| About this exercise |
Restate exactly the lines of the entries below, beginning with the first and ending with the line that holds "Enumerate all text". Pictures are not copied.

Collected data entries
*** Begin section ***

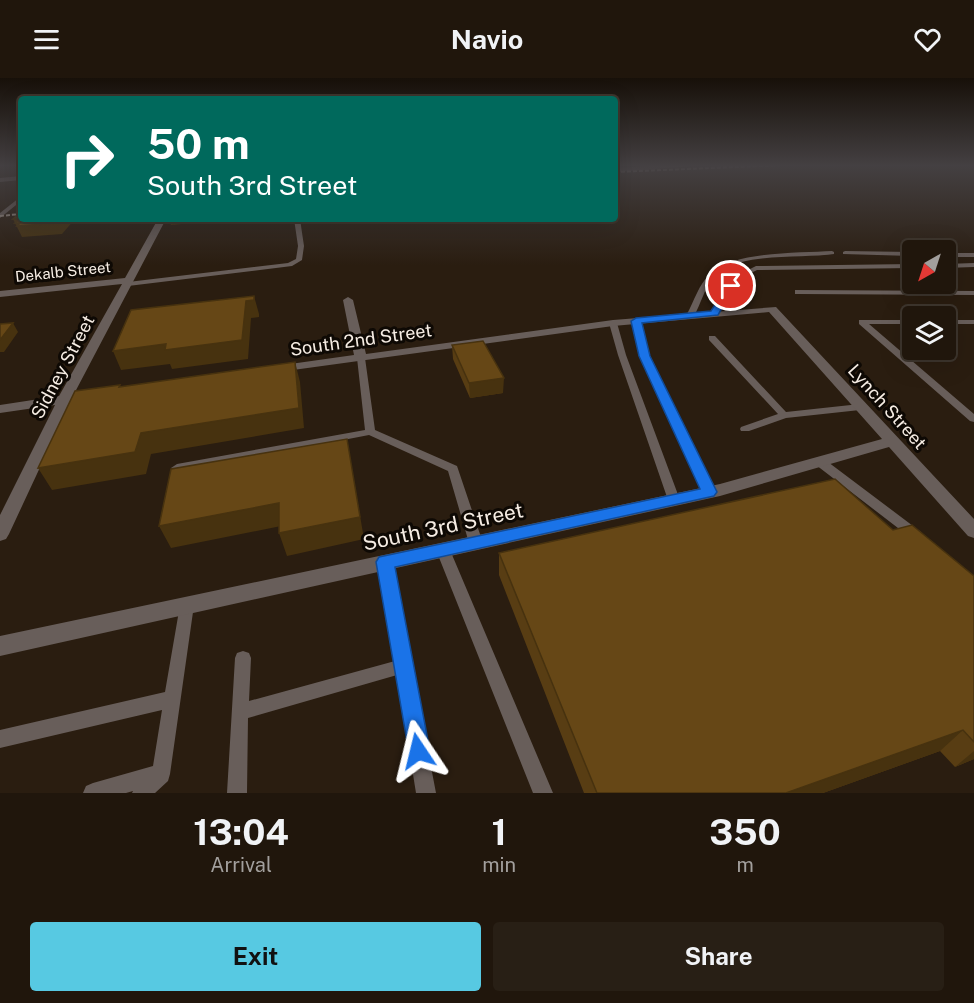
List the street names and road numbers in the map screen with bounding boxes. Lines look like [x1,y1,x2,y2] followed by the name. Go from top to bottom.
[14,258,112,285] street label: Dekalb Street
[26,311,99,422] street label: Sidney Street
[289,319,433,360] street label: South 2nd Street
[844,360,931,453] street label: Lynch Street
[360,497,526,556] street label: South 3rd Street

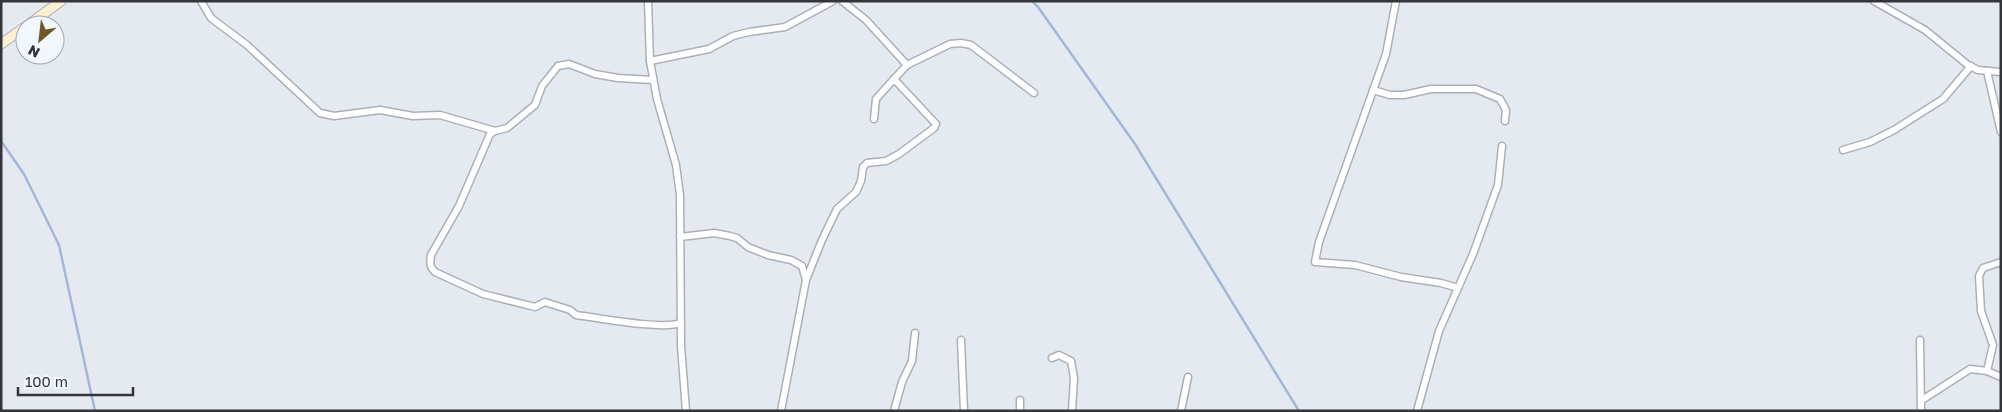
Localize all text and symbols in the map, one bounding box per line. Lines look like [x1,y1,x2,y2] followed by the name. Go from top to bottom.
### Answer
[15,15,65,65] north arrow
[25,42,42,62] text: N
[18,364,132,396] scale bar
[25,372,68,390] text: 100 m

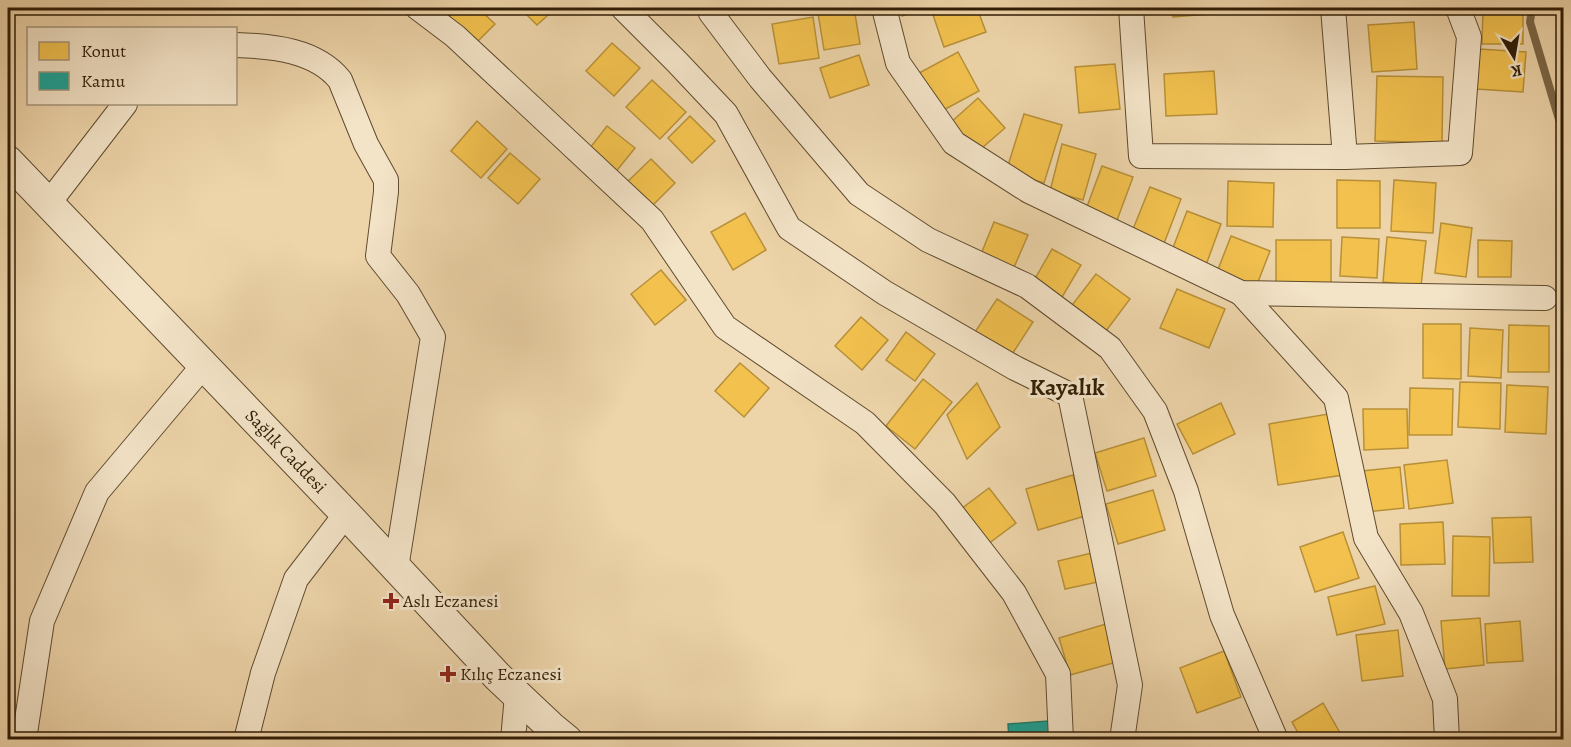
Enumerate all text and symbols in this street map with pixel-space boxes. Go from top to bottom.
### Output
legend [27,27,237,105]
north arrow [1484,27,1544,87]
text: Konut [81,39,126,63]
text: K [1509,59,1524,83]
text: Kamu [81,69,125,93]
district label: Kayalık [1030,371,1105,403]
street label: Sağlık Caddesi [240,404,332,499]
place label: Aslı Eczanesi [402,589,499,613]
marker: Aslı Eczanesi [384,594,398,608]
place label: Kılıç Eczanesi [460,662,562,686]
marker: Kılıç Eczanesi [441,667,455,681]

*** End section ***

| Response to this task |
List the street names and road numbers in the map screen with bounding boxes. Lines look like [x1,y1,x2,y2] followed by the name. Go from top to bottom.
[14,258,112,285] street label: Dekalb Street
[26,311,99,422] street label: Sidney Street
[289,319,433,360] street label: South 2nd Street
[844,360,931,453] street label: Lynch Street
[360,497,526,556] street label: South 3rd Street

Localize all text and symbols in the map, one bounding box per line. Lines look like [x1,y1,x2,y2] followed by the name. Go from top to bottom.
### Answer
[15,15,65,65] north arrow
[25,42,42,62] text: N
[18,364,132,396] scale bar
[25,372,68,390] text: 100 m

Enumerate all text and symbols in this street map with pixel-space boxes. Go from top to bottom.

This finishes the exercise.